In Danube Park, Novi Sad
Our guide Milena directed us through Danube Park as she explained the history of Novi Sad. We passed smiling, tall Serbian preschoolers trailing after their tall teachers. A Habsburg fortress had been erected on the ruins of earlier fortifications, on a hill above a narrow bend in the river. The formidable Austrian Empress Maria Theresa had decreed that a city should be developed on the bank opposite the fortress. It was supposed to be a garden spot, a civilized complement to the bastion. Novi Sad means New Garden, or Park. It became the intellectual and artistic center of the region. Members of so many ethnic groups within the Austro-Hungarian Empire settled there that it earned the sobriquet of Europe in Miniature.
In 1999, NATO bombers attacked Novi Sad, ostensible to force the Serbian militias out of Kosovo. And thereby hangs another sad and sanguinary tale, one outside the scope of this narrative. Novi Sad was bombarded for three months. Whole neighborhoods were destroyed, as well as oil refineries and all of the bridges across The Danube. Families were separated. There was no electrical power. Water and food supplies dwindled.
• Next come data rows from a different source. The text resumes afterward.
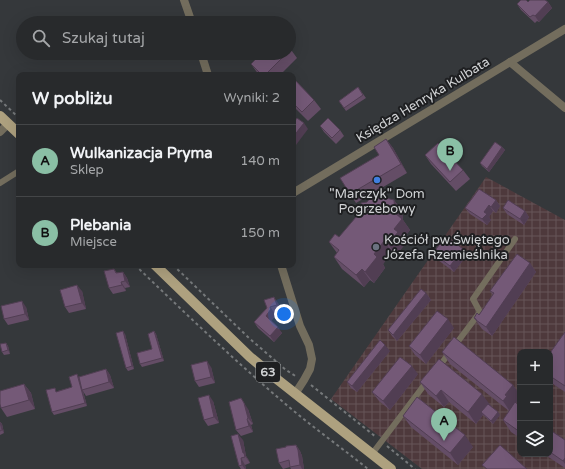 <!DOCTYPE html>
<html lang="pl">
<meta charset="utf-8">
<style>
:root{--surface:#282a2c;--page:#343638;--text:#f1f3f6;--muted:#a5a7a9;--line:#444648;--accent:#8abfa5}
body{margin:0;font-family:"Varela Round",sans-serif;background:var(--page);color:var(--text)}
.controls{position:absolute;right:12px;bottom:12px;display:grid;overflow:hidden;border-radius:8px;box-shadow:0 4px 16px #0002}
.controls button{width:36px;height:36px;display:grid;place-items:center;padding:0;border:0;border-bottom:1px solid var(--line);background:var(--surface);color:var(--text);font:20px sans-serif}
.you{position:absolute;left:284px;top:314px;width:14px;height:14px;margin:-10px;border:3px solid #fff;border-radius:50%;background:#1a73e8;box-shadow:0 0 0 6px #1a73e833}
.badge{display:grid;place-items:center;width:26px;height:26px;border-radius:50%;background:var(--accent);color:#111;font-size:13px;font-weight:700}
.pin{position:absolute;translate:-50% -33px;filter:drop-shadow(0 1px 2px #0008)}
.pin::after{content:'';position:absolute;top:21px;width:14px;height:12px;background:inherit;clip-path:polygon(0 0,100% 0,50% 100%)}
.list{margin:0;padding:0;list-style:none}
h2{display:flex;justify-content:space-between;align-items:center;height:52px;margin:0;padding:0 16px;font-size:17px}
h2 small{font-size:13px;font-weight:400;color:var(--muted)}
.list li{display:grid;grid-template-columns:26px 1fr auto;gap:12px;align-items:center;box-sizing:border-box;height:72px;padding:0 16px;border-top:1px solid var(--line)}
.list b{display:block;font-size:15px;white-space:nowrap}
.list p{margin:0;font-size:13px;white-space:nowrap;color:var(--muted)}
.list em{font-size:13px;font-style:normal;color:var(--muted)}
.icon{flex:none;width:22px;height:22px;fill:none;stroke:currentColor;stroke-width:2;stroke-linecap:round;stroke-linejoin:round}
.map{position:relative;flex:none;width:565px;height:469px;overflow:hidden}
.search{position:absolute;background:var(--surface);box-shadow:0 4px 16px #0002;left:16px;top:16px;width:280px;height:44px;display:flex;align-items:center;gap:10px;box-sizing:border-box;padding:0 14px;border-radius:22px;color:var(--muted);font-size:15px}
.panel{position:absolute;background:var(--surface);box-shadow:0 4px 16px #0002;left:16px;top:72px;width:280px;height:196px;border-radius:8px}
.map>svg:first-child{display:block}
.industrial{fill:url(#industrial-grid);fill-rule:evenodd}
.lines{fill:none;stroke-linecap:round;stroke-linejoin:round}
.path{stroke:#76797b;stroke-width:2;stroke-dasharray:3 3;stroke-linecap:butt}
.service{stroke:#736d5d;stroke-width:6}
.minor{stroke:#736d5d;stroke-width:8}
.primary{stroke:#aea17f;stroke-width:10}
.wall{fill:#644d66}
.shaded-wall{fill:#513e53}
.building{fill:#745977;stroke:#513e53}
.shop-dot{fill:#3f7fe0;stroke:#1e1f21;stroke-width:1.5}
.worship-dot{fill:#6b7280;stroke:#1e1f21;stroke-width:1.5}
.labels{text-anchor:middle;dominant-baseline:central;stroke-width:4;stroke-linejoin:round;paint-order:stroke}
.shield{fill:#1e1f21;stroke:#9b9d9f;stroke-width:1}
.shield-label{font-size:12px;font-weight:bold;fill:#d1d3d5}
.street-label{font-size:13px;fill:#d1d3d5;stroke:#1e1f21}
.poi-label{font-size:13px;fill:#d1d3d5;stroke:#1e1f21}
</style>
<div class="map">
<svg width="565" height="469" viewBox="0 0 565 469">
<defs>
<pattern id="industrial-grid" width="8" height="8" patternUnits="userSpaceOnUse"><rect width="8" height="8" fill="#4e393c"/><path d="M0 4h8M4 0v8" fill="none" stroke="#665557"/></pattern>
</defs>
<rect width="100%" height="100%" fill="#35383b"/>
<path class="industrial" d="M486 177 565 220V469H422L331 399ZM520 352H550V454H520Z"/>
<g class="lines">
<g class="path">
<polyline points="0,100 19,118"/>
<path d="M135 265C185 313 236 362 289 407 315 429 342 448 368 469"/>
<polyline points="173,265 249,338 286,370 297,377"/>
<polyline points="311,385 376,437"/>
<polyline points="387,446 415,469"/>
</g>
<g class="service">
<polyline points="0,183 19,171"/>
<polyline points="438,368 480,312 473,299 515,239"/>
<polyline points="372,454 428,380"/>
</g>
<g class="minor">
<polyline points="184,0 192,23"/>
<polyline points="201,53 208,75"/>
<polyline points="510,62 565,108"/>
<polyline points="0,132 8,124"/>
<polyline points="293,193 565,29"/>
<polyline points="281,265 300,326 309,345 312,359 310,369 304,380 295,394"/>
</g>
<g class="primary">
<polyline points="0,116 19,134"/>
<polyline points="155,265 250,357 278,380 391,469"/>
</g>
</g>
<g class="wall">
<polygon points="528,2 548,2 552,8 539,22 537,21 535,23 521,10 517,4"/>
<polygon points="289,47 297,58 280,75 259,75 251,64 262,53 289,53"/>
<polygon points="293,78 314,100 321,109 308,121 293,106"/>
<polygon points="358,87 366,98 346,111 339,101"/>
<polygon points="320,126 340,130 344,136 336,144 324,132"/>
<polygon points="386,139 393,148 407,173 356,203 350,194 379,155"/>
<polygon points="502,147 505,150 489,172 482,166 480,163"/>
<polygon points="425,155 463,170 470,179 456,191 431,164"/>
<polygon points="394,200 402,211 403,220 410,230 403,239 406,243 396,255 392,252 383,264 385,268 374,283 370,280 364,287 342,269 334,257 337,253 329,242 339,237"/>
<polygon points="496,200 500,206 496,213 493,211 489,217 491,220 487,225 470,214 465,208"/>
<polygon points="503,208 525,211 529,217 524,225 507,214"/>
<polygon points="433,253 467,255 454,272 438,260"/>
<polygon points="530,263 536,272 492,336 482,329 474,318 479,315 493,295 490,291"/>
<polygon points="114,269 117,273 123,272 127,278 130,287 125,288 126,291 113,294 109,288"/>
<polygon points="82,291 86,309 69,313 65,307"/>
<polygon points="426,293 431,300 397,341 392,336 388,330"/>
<polygon points="278,303 281,311 275,313 276,315 271,321 282,333 274,342 258,328 254,322 267,308"/>
<polygon points="26,307 29,320 8,325 4,319"/>
<polygon points="454,328 426,364 415,355 409,346"/>
<polygon points="154,331 156,334 164,361 142,367 140,364 152,349"/>
<polygon points="565,332 565,392 550,382 550,353"/>
<polygon points="125,334 134,369 128,371 126,368"/>
<polygon points="6,343 8,346 10,354 4,355 2,352"/>
<polygon points="390,351 357,392 351,388 347,382"/>
<polygon points="442,352 513,385 520,395 520,398 516,403 520,406 520,438 511,432 503,420 509,411 450,364"/>
<polygon points="211,367 215,383 199,387 195,381"/>
<polygon points="106,369 110,375 114,388 86,396 83,391 87,406 54,415 52,412 58,391 72,387 79,377"/>
<polygon points="418,374 390,410 379,401 372,392"/>
<polygon points="420,382 490,406 498,412 500,415 493,424 483,415 476,424 449,402 444,407 428,394"/>
<polygon points="24,384 31,393 35,409 7,417 1,408"/>
<polygon points="213,401 219,423 208,426 204,420"/>
<polygon points="248,409 253,424 251,425 253,432 241,436 236,430"/>
<polygon points="403,416 473,447 458,465 411,427"/>
<polygon points="0,422 2,424 4,433 0,435"/>
<polygon points="550,430 565,440 565,468 544,454 550,454"/>
<polygon points="243,440 246,456 248,459 250,463 245,465 246,469 241,469 239,466"/>
<polygon points="296,445 300,451 302,456 304,469 291,469 290,467 283,469 279,463"/>
</g>
<g class="shaded-wall">
<polygon points="548,2 552,8 539,22 535,16"/>
<polygon points="304,123 308,129 293,149 293,137"/>
<polygon points="386,139 393,148 407,173 401,164"/>
<polygon points="502,147 505,150 489,172 487,169"/>
<polygon points="394,200 402,211 403,220 410,230 403,239 406,243 396,255 388,244 394,229 395,213"/>
<polygon points="496,200 500,206 496,213 491,207"/>
<polygon points="489,205 493,211 489,217 491,220 487,225 482,219 484,212"/>
<polygon points="525,211 529,217 524,225 520,219"/>
<polygon points="384,241 392,252 383,264 385,268 374,283 365,272 374,254"/>
<polygon points="463,249 467,255 454,272 450,266"/>
<polygon points="530,263 536,272 492,336 486,327"/>
<polygon points="362,269 370,280 364,287 356,275"/>
<polygon points="123,272 127,278 130,287 125,281"/>
<polygon points="121,282 125,288 126,291 122,285"/>
<polygon points="77,285 82,291 86,309 82,303"/>
<polygon points="426,293 431,300 397,341 393,335"/>
<polygon points="274,297 278,303 281,311 277,305"/>
<polygon points="22,301 26,307 29,320 25,314"/>
<polygon points="270,307 276,315 270,322 266,316"/>
<polygon points="448,319 454,328 426,364 420,355"/>
<polygon points="278,327 282,333 274,342 270,336"/>
<polygon points="123,331 125,334 134,369 132,366"/>
<polygon points="154,331 156,334 164,361 162,358"/>
<polygon points="6,343 8,346 10,354 8,350"/>
<polygon points="385,345 390,351 357,392 352,386"/>
<polygon points="207,361 211,367 215,383 211,377"/>
<polygon points="412,366 418,374 390,410 383,401"/>
<polygon points="106,369 110,375 114,388 109,382"/>
<polygon points="77,374 79,377 87,406 85,403"/>
<polygon points="24,384 31,393 35,409 29,400"/>
<polygon points="513,385 520,395 520,398 514,405 511,413 503,401 505,395"/>
<polygon points="441,390 449,402 444,407 436,396"/>
<polygon points="482,394 491,406 481,412 483,415 476,424 468,412"/>
<polygon points="209,395 213,401 219,423 214,417"/>
<polygon points="241,398 248,409 253,424 248,418"/>
<polygon points="498,412 500,415 493,424 491,421"/>
<polygon points="247,419 251,425 253,432 249,426"/>
<polygon points="0,422 2,424 4,433 2,430"/>
<polygon points="238,434 243,440 246,456 248,459 250,463 243,453"/>
<polygon points="465,435 473,447 458,465 450,453"/>
<polygon points="296,445 300,451 302,456 304,469 302,469 300,465"/>
<polygon points="241,458 245,465 246,469 245,469 242,465"/>
<polygon points="565,458 565,464 563,461"/>
</g>
<g class="building">
<polygon points="521,0 526,0 528,2 530,0 545,0 548,2 535,16 533,15 530,17 517,4"/>
<polygon points="262,53 287,53 265,75 262,75 251,64"/>
<polygon points="293,78 314,100 302,112 293,103"/>
<polygon points="358,87 363,95 344,108 339,101"/>
<polygon points="297,118 304,123 293,137 293,123"/>
<polygon points="328,118 340,130 332,138 320,126"/>
<polygon points="386,139 401,164 350,194 340,178 379,155 374,147"/>
<polygon points="495,142 502,147 487,169 480,163"/>
<polygon points="438,143 463,170 450,182 425,155"/>
<polygon points="479,189 496,200 491,207 489,205 484,212 487,214 482,219 465,208"/>
<polygon points="373,195 394,200 395,213 402,219 394,229 398,232 388,244 384,241 374,254 377,257 365,272 362,269 356,275 334,257 339,250 329,242 335,234 339,237 362,210 361,203 367,202"/>
<polygon points="508,200 525,211 520,219 503,208"/>
<polygon points="446,236 463,249 450,266 433,253"/>
<polygon points="517,254 530,263 486,327 476,320 476,319 474,318 477,313 479,315 494,293 490,291"/>
<polygon points="114,269 116,273 123,272 125,281 121,282 122,285 109,288 104,271"/>
<polygon points="77,285 82,303 65,307 60,290"/>
<polygon points="421,289 426,293 393,335 388,330"/>
<polygon points="274,297 277,305 270,307 271,309 266,316 278,327 270,336 254,322 267,308 264,300"/>
<polygon points="22,301 25,314 4,319 1,306"/>
<polygon points="437,311 448,319 420,355 409,346"/>
<polygon points="123,331 132,366 126,368 116,333"/>
<polygon points="154,331 162,358 140,364 137,353 152,349 148,334"/>
<polygon points="565,332 565,386 550,376 550,353"/>
<polygon points="454,337 513,385 505,395 507,396 503,401 442,352"/>
<polygon points="380,340 385,345 352,386 347,382"/>
<polygon points="6,343 8,350 2,352 0,344"/>
<polygon points="400,357 412,366 383,401 372,392"/>
<polygon points="439,359 482,394 468,412 441,390 436,396 420,382"/>
<polygon points="207,361 211,377 195,381 191,365"/>
<polygon points="106,369 109,382 82,390 79,377"/>
<polygon points="77,374 85,403 52,412 46,390 55,388 56,392 72,387 69,377"/>
<polygon points="24,384 29,400 1,408 0,404 0,391"/>
<polygon points="209,395 214,417 204,420 198,398"/>
<polygon points="417,397 465,435 450,453 403,416"/>
<polygon points="241,398 244,403 248,418 247,419 249,426 236,430 229,402"/>
<polygon points="515,402 520,406 518,408 520,409 520,432 503,420"/>
<polygon points="488,404 498,412 491,421 481,412"/>
<polygon points="0,422 2,430 0,431"/>
<polygon points="550,430 565,440 565,458 563,461 550,452"/>
<polygon points="238,434 243,453 244,453 245,457 241,458 242,465 239,466 231,436"/>
<polygon points="296,445 298,450 300,465 290,467 289,460 279,463 276,449 286,447 286,446"/>
<polygon points="500,445 527,469 487,469 482,465"/>
</g>
<circle class="shop-dot" cx="377" cy="180" r="4"/>
<circle class="worship-dot" cx="376" cy="247" r="4"/>
<g class="labels">
<rect class="shield" x="256" y="362" width="24" height="20" rx="3"/>
<g class="shield-label">
<text x="268" y="372">63</text>
</g>
<g class="street-label">
<text transform="translate(423 100) rotate(-31)">Księdza Henryka Kulbata</text>
</g>
<g class="poi-label">
<text x="377" y="194">"Marczyk" Dom<tspan x="377" dy="15">Pogrzebowy</tspan></text>
<text x="384" y="240" text-anchor="start">Kościół pw.Świętego<tspan x="384" dy="15">Józefa Rzemieślnika</tspan></text>
</g>
</g>
</svg>
<div class="controls">
<button>+</button>
<button>−</button>
<button><svg class="icon" aria-label="layers" viewBox="0 0 24 24"><path d="M12 4l9 5-9 5-9-5zM3 14l9 5 9-5"/></svg></button>
</div>
<div class="you"></div>
<div class="pin badge" style="left:444px;top:441px">A</div>
<div class="pin badge" style="left:450px;top:171px">B</div>
<div class="search"><svg class="icon" aria-label="search" viewBox="0 0 24 24"><circle cx="10" cy="10" r="6"/><path d="M15 15l6 6"/></svg>Szukaj tutaj</div>
<section class="panel">
<h2>W pobliżu<small>Wyniki: 2</small></h2>
<ul class="list">
<li><span class="badge">A</span><div><b>Wulkanizacja Pryma</b><p>Sklep</p></div><em>140 m</em></li>
<li><span class="badge">B</span><div><b>Plebania</b><p>Miejsce</p></div><em>150 m</em></li>
</ul>
</section>
</div>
The suffering was such that the cool, slightly pedantic Milena's voice trembled as she described that period.
To date, not all of Novi Sad's bridges have been replaced. Close to the dock, metal stanchions twisted above the water's surface, as stark as any memorial sculpture. There was, incidentally, at least one monument to the Jewish and Serbian victims of the Hungarians Fascists who raided Novi Sad in 1942. We passed it on our way to the Danube Park. Even from a distance, its import was unmistakable. The thin, dark grey metal figures of a man, a woman and a child stood on a pedestal with Hebrew as well as Serbian writing identifying the subject.